** Opening RECORDS FOR THE EXERCISE block **

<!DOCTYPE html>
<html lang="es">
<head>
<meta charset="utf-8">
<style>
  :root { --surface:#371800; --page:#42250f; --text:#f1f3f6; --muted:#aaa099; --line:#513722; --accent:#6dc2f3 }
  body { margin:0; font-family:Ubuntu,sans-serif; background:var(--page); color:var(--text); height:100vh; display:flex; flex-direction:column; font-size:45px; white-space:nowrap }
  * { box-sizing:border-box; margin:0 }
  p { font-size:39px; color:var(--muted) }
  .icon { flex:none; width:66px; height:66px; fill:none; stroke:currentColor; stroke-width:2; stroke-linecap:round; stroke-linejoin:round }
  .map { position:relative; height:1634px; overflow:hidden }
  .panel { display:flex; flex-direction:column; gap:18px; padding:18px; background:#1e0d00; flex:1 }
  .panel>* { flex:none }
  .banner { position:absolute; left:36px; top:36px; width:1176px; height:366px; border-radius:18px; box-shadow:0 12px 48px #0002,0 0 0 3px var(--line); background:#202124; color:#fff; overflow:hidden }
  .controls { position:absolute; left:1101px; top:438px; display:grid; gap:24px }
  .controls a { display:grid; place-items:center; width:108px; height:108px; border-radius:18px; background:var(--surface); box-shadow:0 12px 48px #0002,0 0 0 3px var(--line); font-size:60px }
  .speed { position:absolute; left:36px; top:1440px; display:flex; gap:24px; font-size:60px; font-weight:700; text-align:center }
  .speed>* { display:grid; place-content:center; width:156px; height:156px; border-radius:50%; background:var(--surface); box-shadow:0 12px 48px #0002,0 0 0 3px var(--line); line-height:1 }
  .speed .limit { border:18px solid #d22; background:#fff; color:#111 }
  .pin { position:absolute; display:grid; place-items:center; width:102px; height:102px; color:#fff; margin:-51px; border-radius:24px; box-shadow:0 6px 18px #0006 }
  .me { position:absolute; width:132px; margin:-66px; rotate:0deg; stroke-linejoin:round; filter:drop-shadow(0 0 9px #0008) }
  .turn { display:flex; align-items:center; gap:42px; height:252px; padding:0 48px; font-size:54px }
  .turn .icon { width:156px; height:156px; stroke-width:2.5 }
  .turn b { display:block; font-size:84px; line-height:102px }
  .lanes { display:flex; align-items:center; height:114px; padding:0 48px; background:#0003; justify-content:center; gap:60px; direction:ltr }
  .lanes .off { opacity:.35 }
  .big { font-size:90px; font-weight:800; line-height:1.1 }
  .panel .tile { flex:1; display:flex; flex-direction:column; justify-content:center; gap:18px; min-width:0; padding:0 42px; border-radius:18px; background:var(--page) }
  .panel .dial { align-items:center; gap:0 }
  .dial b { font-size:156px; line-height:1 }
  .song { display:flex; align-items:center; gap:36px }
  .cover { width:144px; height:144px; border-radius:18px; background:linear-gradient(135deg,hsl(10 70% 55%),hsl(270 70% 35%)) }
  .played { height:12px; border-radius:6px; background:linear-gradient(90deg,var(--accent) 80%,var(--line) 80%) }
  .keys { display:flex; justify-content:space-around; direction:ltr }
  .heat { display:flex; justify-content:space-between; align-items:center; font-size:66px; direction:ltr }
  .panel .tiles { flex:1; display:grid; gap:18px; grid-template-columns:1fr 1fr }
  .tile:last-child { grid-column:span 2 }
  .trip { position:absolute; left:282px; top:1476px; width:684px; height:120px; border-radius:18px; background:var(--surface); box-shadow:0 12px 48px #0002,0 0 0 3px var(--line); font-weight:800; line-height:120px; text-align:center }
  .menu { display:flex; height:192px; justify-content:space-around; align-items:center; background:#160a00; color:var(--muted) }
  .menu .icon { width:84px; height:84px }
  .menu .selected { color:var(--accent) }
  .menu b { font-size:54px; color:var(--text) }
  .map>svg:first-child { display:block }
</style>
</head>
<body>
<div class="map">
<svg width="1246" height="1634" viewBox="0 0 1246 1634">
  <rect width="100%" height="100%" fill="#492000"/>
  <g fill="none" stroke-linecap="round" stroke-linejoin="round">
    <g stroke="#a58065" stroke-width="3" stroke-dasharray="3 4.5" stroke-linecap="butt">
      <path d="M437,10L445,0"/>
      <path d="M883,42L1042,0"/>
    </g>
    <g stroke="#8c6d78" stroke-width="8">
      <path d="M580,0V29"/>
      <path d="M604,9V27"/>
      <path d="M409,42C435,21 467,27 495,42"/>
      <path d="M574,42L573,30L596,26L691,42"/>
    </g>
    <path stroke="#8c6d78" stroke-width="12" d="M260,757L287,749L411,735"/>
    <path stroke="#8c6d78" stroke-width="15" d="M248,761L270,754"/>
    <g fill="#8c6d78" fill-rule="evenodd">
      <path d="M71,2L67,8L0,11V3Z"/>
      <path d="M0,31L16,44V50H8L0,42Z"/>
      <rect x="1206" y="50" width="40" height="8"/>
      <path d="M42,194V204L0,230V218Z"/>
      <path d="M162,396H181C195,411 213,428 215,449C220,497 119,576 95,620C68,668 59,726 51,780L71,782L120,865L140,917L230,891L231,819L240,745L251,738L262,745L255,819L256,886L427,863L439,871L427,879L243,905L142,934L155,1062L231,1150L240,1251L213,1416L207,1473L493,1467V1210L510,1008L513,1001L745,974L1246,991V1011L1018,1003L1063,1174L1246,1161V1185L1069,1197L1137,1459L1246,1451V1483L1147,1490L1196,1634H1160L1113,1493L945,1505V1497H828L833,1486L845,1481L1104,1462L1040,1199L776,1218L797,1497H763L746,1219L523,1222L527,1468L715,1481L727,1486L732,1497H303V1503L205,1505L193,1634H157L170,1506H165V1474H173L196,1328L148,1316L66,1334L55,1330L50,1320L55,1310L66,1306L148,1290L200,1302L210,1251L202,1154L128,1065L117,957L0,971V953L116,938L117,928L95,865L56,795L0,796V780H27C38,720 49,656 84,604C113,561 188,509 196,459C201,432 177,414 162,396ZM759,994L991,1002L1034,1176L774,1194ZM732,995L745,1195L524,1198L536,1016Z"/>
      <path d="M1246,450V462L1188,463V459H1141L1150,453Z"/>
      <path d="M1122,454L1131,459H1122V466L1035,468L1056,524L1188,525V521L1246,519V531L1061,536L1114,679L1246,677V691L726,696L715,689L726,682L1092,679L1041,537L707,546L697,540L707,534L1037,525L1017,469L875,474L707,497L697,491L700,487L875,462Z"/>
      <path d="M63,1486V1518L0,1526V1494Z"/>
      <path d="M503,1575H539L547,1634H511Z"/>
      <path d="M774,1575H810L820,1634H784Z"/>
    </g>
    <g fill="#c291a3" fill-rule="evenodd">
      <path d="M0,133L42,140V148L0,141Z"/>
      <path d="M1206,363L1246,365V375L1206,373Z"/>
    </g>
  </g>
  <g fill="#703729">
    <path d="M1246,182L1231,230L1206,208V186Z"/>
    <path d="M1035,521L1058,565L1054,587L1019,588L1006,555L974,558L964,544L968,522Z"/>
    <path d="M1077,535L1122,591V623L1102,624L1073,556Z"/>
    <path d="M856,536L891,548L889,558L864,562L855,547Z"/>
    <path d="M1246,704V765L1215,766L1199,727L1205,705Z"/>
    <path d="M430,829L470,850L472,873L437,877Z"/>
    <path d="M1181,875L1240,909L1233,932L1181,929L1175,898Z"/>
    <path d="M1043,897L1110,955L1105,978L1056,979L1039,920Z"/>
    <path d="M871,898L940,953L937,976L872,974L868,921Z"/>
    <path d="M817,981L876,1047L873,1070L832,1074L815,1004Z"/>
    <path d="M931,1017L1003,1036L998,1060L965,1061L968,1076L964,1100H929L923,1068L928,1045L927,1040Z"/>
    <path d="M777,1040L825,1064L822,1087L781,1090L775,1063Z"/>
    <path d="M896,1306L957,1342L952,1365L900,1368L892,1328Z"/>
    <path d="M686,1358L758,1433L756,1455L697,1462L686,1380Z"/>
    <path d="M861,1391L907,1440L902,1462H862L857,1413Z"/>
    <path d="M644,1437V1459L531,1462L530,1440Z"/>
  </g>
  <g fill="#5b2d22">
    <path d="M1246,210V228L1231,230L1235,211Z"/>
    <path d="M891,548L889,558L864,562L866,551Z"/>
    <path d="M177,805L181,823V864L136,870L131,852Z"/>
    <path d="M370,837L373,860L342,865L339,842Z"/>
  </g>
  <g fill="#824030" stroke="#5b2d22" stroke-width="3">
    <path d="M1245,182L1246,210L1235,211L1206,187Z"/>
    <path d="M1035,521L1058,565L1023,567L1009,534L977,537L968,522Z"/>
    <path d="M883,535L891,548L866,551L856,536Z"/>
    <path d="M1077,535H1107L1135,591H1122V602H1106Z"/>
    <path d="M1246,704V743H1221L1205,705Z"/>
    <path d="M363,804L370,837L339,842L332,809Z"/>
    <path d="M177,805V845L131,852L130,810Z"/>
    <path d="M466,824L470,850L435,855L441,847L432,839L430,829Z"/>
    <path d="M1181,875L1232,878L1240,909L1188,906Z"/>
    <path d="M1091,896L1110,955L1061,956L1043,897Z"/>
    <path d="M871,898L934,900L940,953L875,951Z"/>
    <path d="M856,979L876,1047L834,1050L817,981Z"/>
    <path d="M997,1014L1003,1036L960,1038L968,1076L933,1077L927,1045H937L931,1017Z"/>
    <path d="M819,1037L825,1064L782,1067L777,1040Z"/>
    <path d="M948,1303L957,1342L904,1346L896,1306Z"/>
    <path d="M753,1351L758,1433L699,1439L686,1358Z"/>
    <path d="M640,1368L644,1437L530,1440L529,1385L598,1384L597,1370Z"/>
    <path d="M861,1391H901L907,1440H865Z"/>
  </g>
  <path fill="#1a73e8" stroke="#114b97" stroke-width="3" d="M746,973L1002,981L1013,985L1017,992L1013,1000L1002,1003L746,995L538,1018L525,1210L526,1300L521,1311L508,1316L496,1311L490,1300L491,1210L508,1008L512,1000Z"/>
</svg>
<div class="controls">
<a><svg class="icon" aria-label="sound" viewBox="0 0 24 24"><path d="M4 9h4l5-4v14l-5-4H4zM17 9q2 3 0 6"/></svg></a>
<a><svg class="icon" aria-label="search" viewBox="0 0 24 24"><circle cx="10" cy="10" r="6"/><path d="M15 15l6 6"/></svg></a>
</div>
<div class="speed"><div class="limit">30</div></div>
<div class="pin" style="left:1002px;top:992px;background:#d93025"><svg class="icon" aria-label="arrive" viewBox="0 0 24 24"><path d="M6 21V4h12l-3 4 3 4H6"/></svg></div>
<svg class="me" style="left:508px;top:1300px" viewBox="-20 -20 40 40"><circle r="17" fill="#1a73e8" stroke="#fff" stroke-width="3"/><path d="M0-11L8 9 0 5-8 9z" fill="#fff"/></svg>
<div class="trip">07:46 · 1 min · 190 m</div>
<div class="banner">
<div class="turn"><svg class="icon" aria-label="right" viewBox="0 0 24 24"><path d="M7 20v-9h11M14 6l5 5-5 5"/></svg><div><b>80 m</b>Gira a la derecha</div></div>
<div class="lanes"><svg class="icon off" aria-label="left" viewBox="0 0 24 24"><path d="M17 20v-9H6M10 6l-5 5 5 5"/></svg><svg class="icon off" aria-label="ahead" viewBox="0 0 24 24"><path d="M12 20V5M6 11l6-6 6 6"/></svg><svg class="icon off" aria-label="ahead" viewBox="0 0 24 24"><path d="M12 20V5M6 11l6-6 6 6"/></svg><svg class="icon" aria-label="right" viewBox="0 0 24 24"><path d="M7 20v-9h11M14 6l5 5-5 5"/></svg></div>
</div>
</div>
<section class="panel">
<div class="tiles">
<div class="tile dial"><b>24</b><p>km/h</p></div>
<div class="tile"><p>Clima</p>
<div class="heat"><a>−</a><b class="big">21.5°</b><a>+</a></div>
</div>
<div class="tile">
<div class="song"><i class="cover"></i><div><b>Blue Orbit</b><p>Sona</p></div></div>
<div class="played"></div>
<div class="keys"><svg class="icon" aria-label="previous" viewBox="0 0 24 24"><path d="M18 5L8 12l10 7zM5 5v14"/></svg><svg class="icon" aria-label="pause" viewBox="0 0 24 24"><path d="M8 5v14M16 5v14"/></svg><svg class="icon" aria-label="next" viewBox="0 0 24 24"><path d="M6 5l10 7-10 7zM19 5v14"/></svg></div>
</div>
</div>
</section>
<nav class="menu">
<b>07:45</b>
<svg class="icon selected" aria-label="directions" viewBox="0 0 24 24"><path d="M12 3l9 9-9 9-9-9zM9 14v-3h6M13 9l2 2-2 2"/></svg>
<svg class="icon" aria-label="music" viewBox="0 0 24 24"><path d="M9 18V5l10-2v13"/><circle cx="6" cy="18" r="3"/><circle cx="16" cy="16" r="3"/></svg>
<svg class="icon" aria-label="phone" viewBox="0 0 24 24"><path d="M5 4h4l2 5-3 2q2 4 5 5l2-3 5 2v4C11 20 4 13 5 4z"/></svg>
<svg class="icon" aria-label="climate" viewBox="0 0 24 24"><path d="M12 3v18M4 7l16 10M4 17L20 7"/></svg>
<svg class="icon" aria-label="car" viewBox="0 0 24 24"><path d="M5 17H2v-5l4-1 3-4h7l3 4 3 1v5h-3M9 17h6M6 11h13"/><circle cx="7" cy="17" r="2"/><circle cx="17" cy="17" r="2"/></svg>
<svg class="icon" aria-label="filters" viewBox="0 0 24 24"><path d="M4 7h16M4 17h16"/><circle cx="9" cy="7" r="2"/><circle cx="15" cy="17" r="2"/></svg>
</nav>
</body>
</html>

** Closing RECORDS FOR THE EXERCISE block **

> _WHAT THIS TASK INVOLVES_
I need every line of the data that has the word "gradient"; please list them.

> _RESPONSE FOR THIS EXERCISE_
  .cover { width:144px; height:144px; border-radius:18px; background:linear-gradient(135deg,hsl(10 70% 55%),hsl(270 70% 35%)) }
  .played { height:12px; border-radius:6px; background:linear-gradient(90deg,var(--accent) 80%,var(--line) 80%) }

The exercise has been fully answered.